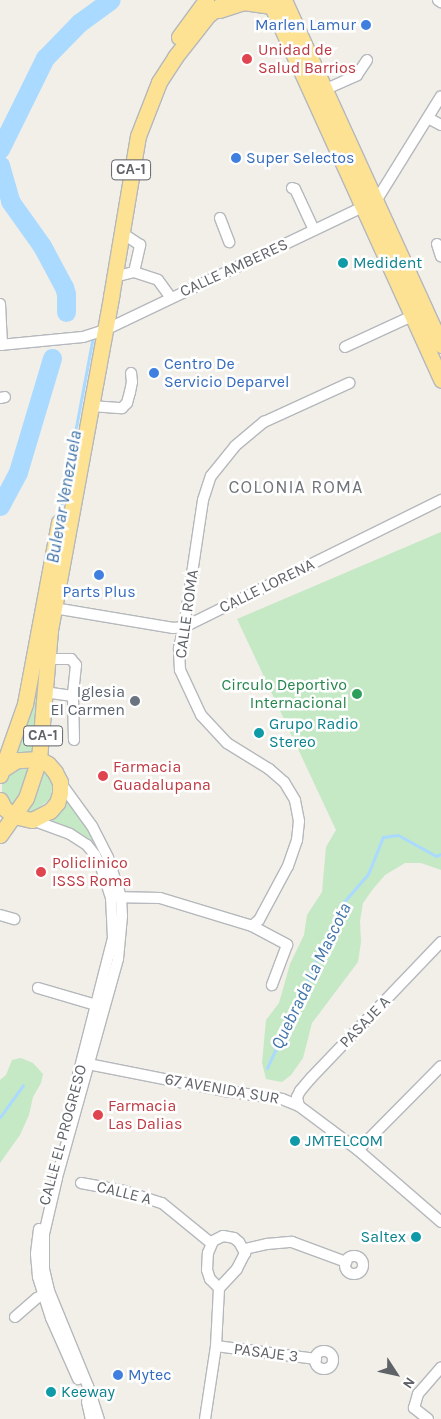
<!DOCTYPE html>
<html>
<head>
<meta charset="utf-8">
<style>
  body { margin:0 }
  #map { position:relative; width:441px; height:1419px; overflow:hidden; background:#f1efe8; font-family:Karla,sans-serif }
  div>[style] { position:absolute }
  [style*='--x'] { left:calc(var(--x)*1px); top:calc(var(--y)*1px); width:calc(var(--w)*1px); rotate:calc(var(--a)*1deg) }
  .green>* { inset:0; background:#c5e8c5 }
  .stream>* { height:3px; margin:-1.5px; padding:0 1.5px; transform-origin:1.5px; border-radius:1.5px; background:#aadaff }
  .river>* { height:19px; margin:-9.5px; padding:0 9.5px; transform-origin:9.5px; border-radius:9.5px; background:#aadaff }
  .roads { filter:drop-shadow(1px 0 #b5b8bc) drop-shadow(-1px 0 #b5b8bc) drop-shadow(0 1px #b5b8bc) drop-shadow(0 -1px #b5b8bc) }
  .minor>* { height:10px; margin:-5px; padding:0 5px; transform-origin:5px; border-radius:5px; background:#fff }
  .minor>.ring { margin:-5px; padding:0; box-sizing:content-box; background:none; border:10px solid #fff; border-radius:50% }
  .highway>* { height:15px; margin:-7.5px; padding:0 7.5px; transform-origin:7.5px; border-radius:7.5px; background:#fde293 }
  .dots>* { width:14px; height:14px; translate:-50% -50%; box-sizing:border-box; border:2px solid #fff; border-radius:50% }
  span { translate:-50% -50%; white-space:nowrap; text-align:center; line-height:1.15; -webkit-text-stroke:5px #fff; paint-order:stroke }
  .shield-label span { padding:1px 4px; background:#fff; border:1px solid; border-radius:4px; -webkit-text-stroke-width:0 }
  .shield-label { font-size:15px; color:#5f6368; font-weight:700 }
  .shop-label { font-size:16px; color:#366cbe }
  .right { translate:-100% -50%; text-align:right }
  .left { translate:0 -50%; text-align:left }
  .health-label { font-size:16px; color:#be3a42 }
  .culture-label { font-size:16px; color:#0d838f }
  .street-label { font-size:16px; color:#5f6368 }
  .leisure-label { font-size:16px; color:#27864d }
  .worship-label { font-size:16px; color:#5b616d }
  .neighbourhood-label { font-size:18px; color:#70757a; letter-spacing:1px }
  .water-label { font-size:18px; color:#4174aa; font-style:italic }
  .north { position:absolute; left:371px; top:1349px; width:50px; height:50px; -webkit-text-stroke:4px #fff; paint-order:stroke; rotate:125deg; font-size:14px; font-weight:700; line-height:20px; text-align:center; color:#5f6368 }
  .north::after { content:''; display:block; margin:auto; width:18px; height:22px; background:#5f6368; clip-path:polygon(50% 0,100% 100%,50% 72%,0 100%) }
</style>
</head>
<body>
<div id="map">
  <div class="green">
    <i style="clip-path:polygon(441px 532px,441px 870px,421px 863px,405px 863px,385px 875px,373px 889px,363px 903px,360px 921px,361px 942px,358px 962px,312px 1023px,303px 1058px,291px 1075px,282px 1082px,266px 1079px,262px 1063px,266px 1020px,279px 1003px,290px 964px,304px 935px,307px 915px,322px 892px,326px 847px,336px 830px,237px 619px)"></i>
    <i style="clip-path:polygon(39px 669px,33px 752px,12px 757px)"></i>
    <i style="clip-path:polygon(30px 765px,23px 789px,12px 808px,2px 794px,2px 781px,11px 769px,17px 766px)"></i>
    <i style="clip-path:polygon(41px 769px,49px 774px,51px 779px,53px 785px,50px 799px,35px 811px,22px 811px)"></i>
    <i style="clip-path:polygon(64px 795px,96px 839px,93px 842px,82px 834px,46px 818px)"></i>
    <i style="clip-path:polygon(21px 1058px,33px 1063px,43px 1074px,41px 1083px,33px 1097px,29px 1115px,20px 1135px,0 1163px,0 1080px,6px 1075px,12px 1060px)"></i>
  </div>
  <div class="stream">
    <i style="--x:59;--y:518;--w:184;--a:-79.4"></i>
    <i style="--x:267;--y:1068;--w:180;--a:-65.4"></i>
    <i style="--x:342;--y:904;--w:40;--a:-49"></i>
    <i style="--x:368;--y:874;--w:40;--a:-68"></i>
    <i style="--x:383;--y:837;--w:15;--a:-8"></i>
    <i style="--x:398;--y:835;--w:43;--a:28.9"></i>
    <i style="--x:436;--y:856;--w:5;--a:-22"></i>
    <i style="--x:0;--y:1117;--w:39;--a:-54"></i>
  </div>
  <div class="river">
    <i style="--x:0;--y:149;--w:102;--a:-63.7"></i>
    <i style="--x:45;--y:58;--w:49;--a:-45.8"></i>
    <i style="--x:79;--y:23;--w:39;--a:-36"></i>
    <i style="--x:0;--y:165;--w:37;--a:74"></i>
    <i style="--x:10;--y:201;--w:55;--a:54.6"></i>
    <i style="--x:42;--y:246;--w:47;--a:61.8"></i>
    <i style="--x:64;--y:287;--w:7;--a:74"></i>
    <i style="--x:66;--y:294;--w:18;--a:90"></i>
    <i style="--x:0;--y:506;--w:38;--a:-62"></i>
    <i style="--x:18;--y:472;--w:119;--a:-73.4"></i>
  </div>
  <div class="roads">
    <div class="minor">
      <i style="--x:438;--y:0;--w:4;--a:34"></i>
      <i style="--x:324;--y:90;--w:36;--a:-24"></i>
      <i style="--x:357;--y:75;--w:18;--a:-56"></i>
      <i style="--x:428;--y:118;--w:15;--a:28"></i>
      <i style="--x:292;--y:188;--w:3;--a:18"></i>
      <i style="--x:295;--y:189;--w:45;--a:65.1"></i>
      <i style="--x:220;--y:218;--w:26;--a:69"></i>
      <i style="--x:437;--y:244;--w:13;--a:72"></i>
      <i style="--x:134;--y:272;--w:25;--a:18"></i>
      <i style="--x:158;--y:280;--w:22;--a:54"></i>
      <i style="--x:114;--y:277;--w:21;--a:-14"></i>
      <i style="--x:134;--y:272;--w:28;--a:-77"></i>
      <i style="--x:140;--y:245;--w:23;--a:-146"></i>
      <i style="--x:0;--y:304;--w:41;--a:87.2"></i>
      <i style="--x:0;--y:345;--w:83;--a:-5.5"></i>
      <i style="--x:83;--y:337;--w:23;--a:-18"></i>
      <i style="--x:105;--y:330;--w:300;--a:-25.5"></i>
      <i style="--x:376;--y:201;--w:123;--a:-58.2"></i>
      <i style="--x:345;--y:347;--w:74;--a:-24.8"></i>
      <i style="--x:0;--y:398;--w:5;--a:-11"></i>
      <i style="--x:91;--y:406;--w:31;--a:4"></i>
      <i style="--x:122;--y:408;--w:7;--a:-45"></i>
      <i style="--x:127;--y:403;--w:11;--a:-75"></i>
      <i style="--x:130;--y:392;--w:10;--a:-79"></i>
      <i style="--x:132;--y:382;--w:9;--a:-96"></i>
      <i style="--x:54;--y:608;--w:121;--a:9.5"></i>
      <i style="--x:173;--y:628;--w:11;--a:-5"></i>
      <i style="--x:184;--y:627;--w:287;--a:-26.3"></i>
      <i style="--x:46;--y:659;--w:25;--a:0"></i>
      <i style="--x:71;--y:659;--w:8;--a:50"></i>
      <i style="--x:76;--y:665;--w:31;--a:96"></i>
      <i style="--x:73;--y:696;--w:44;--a:88.7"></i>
      <i style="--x:44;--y:692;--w:29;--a:8"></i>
      <i style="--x:60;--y:782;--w:54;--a:54"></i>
      <i style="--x:92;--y:826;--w:36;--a:63"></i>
      <i style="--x:108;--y:858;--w:41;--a:71.6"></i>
      <i style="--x:121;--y:897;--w:19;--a:87"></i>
      <i style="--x:122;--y:916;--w:43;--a:95.3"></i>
      <i style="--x:118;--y:959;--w:227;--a:105.6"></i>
      <i style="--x:57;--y:1178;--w:57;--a:103.1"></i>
      <i style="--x:44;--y:1234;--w:35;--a:90"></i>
      <i style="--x:44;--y:1269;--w:23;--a:77"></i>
      <i style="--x:49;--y:1291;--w:103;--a:67.7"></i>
      <i style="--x:88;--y:1386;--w:35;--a:72"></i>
      <i style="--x:32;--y:820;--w:40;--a:20.2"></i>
      <i style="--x:70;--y:834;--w:20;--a:33"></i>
      <i style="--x:87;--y:845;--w:13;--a:51"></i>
      <i style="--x:95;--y:855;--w:13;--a:63"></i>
      <i style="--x:101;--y:867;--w:32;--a:72"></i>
      <i style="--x:111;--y:897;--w:41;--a:87.2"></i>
      <i style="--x:113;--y:938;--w:166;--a:104.3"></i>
      <i style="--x:111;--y:897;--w:49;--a:1.2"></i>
      <i style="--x:160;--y:898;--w:96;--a:16.9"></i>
      <i style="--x:252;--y:926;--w:9;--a:-41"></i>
      <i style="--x:259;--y:920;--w:61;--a:-61.8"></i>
      <i style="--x:288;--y:866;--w:28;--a:-71"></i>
      <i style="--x:297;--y:840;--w:19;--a:-84"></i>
      <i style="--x:299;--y:821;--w:21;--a:-101"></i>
      <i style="--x:295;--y:800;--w:21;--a:-121"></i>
      <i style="--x:284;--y:782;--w:20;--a:-139"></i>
      <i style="--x:269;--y:769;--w:49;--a:-148.2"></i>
      <i style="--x:227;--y:743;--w:38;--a:-133"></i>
      <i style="--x:201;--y:715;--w:50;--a:-115"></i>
      <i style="--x:180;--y:670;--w:22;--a:-93"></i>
      <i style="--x:179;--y:648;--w:22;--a:-77"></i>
      <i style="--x:184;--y:627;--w:128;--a:-81.5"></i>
      <i style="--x:203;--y:500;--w:25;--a:-72"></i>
      <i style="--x:211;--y:476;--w:38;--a:-51"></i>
      <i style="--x:235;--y:446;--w:38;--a:-40"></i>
      <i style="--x:264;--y:422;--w:94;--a:-24.6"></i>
      <i style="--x:0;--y:915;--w:15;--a:16"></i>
      <i style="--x:252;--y:926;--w:40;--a:28"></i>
      <i style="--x:287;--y:945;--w:43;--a:110.6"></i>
      <i style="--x:38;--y:988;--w:60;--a:16.3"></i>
      <i style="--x:83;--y:1063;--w:145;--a:11.2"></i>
      <i style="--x:225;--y:1091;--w:58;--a:8"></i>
      <i style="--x:282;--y:1099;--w:18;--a:22"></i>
      <i style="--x:299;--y:1106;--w:74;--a:36.7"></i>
      <i style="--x:358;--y:1150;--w:110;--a:40.9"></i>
      <i style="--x:299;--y:1106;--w:9;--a:-103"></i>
      <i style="--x:297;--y:1097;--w:7;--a:-63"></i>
      <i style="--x:300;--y:1091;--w:17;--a:-50"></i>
      <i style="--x:311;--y:1078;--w:188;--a:-46.3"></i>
      <i style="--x:358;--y:1150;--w:118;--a:-45.3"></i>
      <i style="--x:81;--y:1183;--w:44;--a:10.5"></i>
      <i style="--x:124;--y:1191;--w:40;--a:18"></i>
      <i style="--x:162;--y:1203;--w:63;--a:39.2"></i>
      <i style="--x:39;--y:1229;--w:25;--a:97"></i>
      <i style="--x:36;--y:1254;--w:23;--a:85"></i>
      <i style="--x:38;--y:1277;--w:43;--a:72.4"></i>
      <i style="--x:51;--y:1318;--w:67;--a:66.1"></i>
      <i style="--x:223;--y:1236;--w:11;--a:10"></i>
      <i style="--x:234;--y:1238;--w:6;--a:39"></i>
      <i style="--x:239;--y:1242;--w:13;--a:61"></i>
      <i style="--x:245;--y:1253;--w:18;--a:117"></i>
      <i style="--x:237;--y:1269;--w:26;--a:133"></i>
      <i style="--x:219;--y:1288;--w:13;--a:-135"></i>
      <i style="--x:210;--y:1279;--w:9;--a:-108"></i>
      <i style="--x:207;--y:1270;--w:17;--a:-87"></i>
      <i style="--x:208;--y:1253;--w:13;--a:-67"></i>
      <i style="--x:213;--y:1241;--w:11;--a:-27"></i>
      <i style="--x:245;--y:1249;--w:23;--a:-13"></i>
      <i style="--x:267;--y:1244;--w:25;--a:-5"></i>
      <i style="--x:292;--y:1242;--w:58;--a:20.3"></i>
      <i class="ring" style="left:345px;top:1256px;width:8px;height:8px"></i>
      <i style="--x:15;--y:1317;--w:29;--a:-41"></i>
      <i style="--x:37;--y:1298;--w:13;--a:-29"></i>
      <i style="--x:216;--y:1346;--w:101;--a:7.4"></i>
      <i class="ring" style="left:315px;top:1351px;width:8px;height:8px"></i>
      <i style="--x:87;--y:1402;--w:17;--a:77"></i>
      <i style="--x:205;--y:1419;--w:74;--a:-81.4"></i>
      <i style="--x:216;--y:1346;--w:58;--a:-87"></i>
      <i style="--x:428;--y:1419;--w:18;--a:-142"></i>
      <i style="--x:414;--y:1408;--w:15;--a:-74"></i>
      <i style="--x:418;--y:1394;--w:35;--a:-49"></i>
    </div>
    <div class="highway">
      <i style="--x:269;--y:0;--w:417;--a:65.6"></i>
      <i style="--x:284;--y:0;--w:379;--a:65.5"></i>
      <i style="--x:219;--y:10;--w:25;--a:-18"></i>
      <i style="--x:243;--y:2;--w:29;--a:8"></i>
      <i style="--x:179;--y:37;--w:46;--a:-53.9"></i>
      <i style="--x:0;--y:775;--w:75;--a:-70.6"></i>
      <i style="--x:25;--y:704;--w:185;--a:-79.4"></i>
      <i style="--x:0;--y:800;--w:9;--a:63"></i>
      <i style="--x:4;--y:808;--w:13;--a:39"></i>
      <i style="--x:14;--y:816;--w:18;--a:13"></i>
      <i style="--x:32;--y:820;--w:20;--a:-27"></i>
      <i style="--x:50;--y:811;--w:11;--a:-49"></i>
      <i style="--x:57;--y:803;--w:10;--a:-73"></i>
      <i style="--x:60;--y:793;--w:11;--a:-90"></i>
      <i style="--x:60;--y:782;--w:11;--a:-117"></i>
      <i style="--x:55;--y:772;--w:11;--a:-131"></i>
      <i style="--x:48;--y:764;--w:10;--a:-151"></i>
      <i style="--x:39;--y:759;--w:22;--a:177"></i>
      <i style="--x:17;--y:760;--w:17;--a:147"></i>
      <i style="--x:0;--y:835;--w:45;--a:-54.9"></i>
      <i style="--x:26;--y:798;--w:41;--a:-71.6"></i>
      <i style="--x:39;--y:759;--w:129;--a:-85.1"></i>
      <i style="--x:50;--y:630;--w:339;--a:-79.6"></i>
      <i style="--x:111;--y:297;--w:163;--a:-80.5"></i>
      <i style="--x:138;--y:136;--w:58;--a:-68.7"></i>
      <i style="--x:159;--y:82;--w:30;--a:-57"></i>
      <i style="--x:175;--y:57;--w:53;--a:-51.8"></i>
      <i style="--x:208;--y:15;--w:24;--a:-38"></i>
    </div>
  </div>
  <div class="dots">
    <i style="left:366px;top:25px;background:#3f7fe0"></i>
    <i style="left:247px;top:59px;background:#e0444e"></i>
    <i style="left:236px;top:158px;background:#3f7fe0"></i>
    <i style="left:343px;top:263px;background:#0f9aa8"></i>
    <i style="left:154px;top:373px;background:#3f7fe0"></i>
    <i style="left:99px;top:575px;background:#3f7fe0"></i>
    <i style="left:357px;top:694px;background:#2e9e5b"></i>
    <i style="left:135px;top:701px;background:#6b7280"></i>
    <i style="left:259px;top:733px;background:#0f9aa8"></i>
    <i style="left:103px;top:776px;background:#e0444e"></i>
    <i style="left:41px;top:872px;background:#e0444e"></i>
    <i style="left:98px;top:1115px;background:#e0444e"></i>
    <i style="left:295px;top:1141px;background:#0f9aa8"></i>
    <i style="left:416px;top:1237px;background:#0f9aa8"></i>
    <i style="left:118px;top:1375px;background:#3f7fe0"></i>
    <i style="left:51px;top:1392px;background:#0f9aa8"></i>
  </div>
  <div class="shield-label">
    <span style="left:131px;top:170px">CA-1</span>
    <span style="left:43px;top:736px">CA-1</span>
  </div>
  <div class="shop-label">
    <span class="right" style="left:356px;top:25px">Marlen Lamur</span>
    <span class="left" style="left:246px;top:158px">Super Selectos</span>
    <span class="left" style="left:164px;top:373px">Centro De<br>Servicio Deparvel</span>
    <span style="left:99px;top:592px">Parts Plus</span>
    <span class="left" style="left:128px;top:1375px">Mytec</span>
  </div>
  <div class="health-label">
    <span class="left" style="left:258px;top:59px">Unidad de<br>Salud Barrios</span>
    <span class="left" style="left:113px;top:776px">Farmacia<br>Guadalupana</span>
    <span class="left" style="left:52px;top:872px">Policlinico<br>ISSS Roma</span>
    <span class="left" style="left:108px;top:1115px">Farmacia<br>Las Dalias</span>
  </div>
  <div class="culture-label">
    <span class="left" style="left:353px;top:263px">Medident</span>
    <span class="left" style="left:269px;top:733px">Grupo Radio<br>Stereo</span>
    <span class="left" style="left:305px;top:1141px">JMTELCOM</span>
    <span class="right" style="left:406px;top:1237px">Saltex</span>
    <span class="left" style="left:61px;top:1392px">Keeway</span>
  </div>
  <div class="street-label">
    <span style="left:234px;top:268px;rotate:-25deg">CALLE AMBERES</span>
    <span style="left:267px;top:586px;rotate:-26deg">CALLE LORENA</span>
    <span style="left:187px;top:614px;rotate:-82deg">CALLE ROMA</span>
    <span style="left:365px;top:1022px;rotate:-46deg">PASAJE A</span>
    <span style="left:222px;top:1089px;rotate:10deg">67 AVENIDA SUR</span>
    <span style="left:63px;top:1135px;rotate:-75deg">CALLE EL PROGRESO</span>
    <span style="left:124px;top:1193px;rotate:14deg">CALLE A</span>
    <span style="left:266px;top:1353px;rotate:7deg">PASAJE 3</span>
  </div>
  <div class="leisure-label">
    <span class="right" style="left:347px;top:694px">Circulo Deportivo<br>Internacional</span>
  </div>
  <div class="worship-label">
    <span class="right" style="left:125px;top:701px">Iglesia<br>El Carmen</span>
  </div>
  <div class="neighbourhood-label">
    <span style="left:296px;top:487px">COLONIA ROMA</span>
  </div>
  <div class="water-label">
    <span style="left:64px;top:497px;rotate:-80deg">Bulevar Venezuela</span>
    <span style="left:311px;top:976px;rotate:-64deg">Quebrada La Mascota</span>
  </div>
  <div class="north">N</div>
</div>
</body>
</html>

━━━

**Description of the task:**
Show each line of the listing that holds the string "stream".

**Solution below:**
  .stream>* { height:3px; margin:-1.5px; padding:0 1.5px; transform-origin:1.5px; border-radius:1.5px; background:#aadaff }
  <div class="stream">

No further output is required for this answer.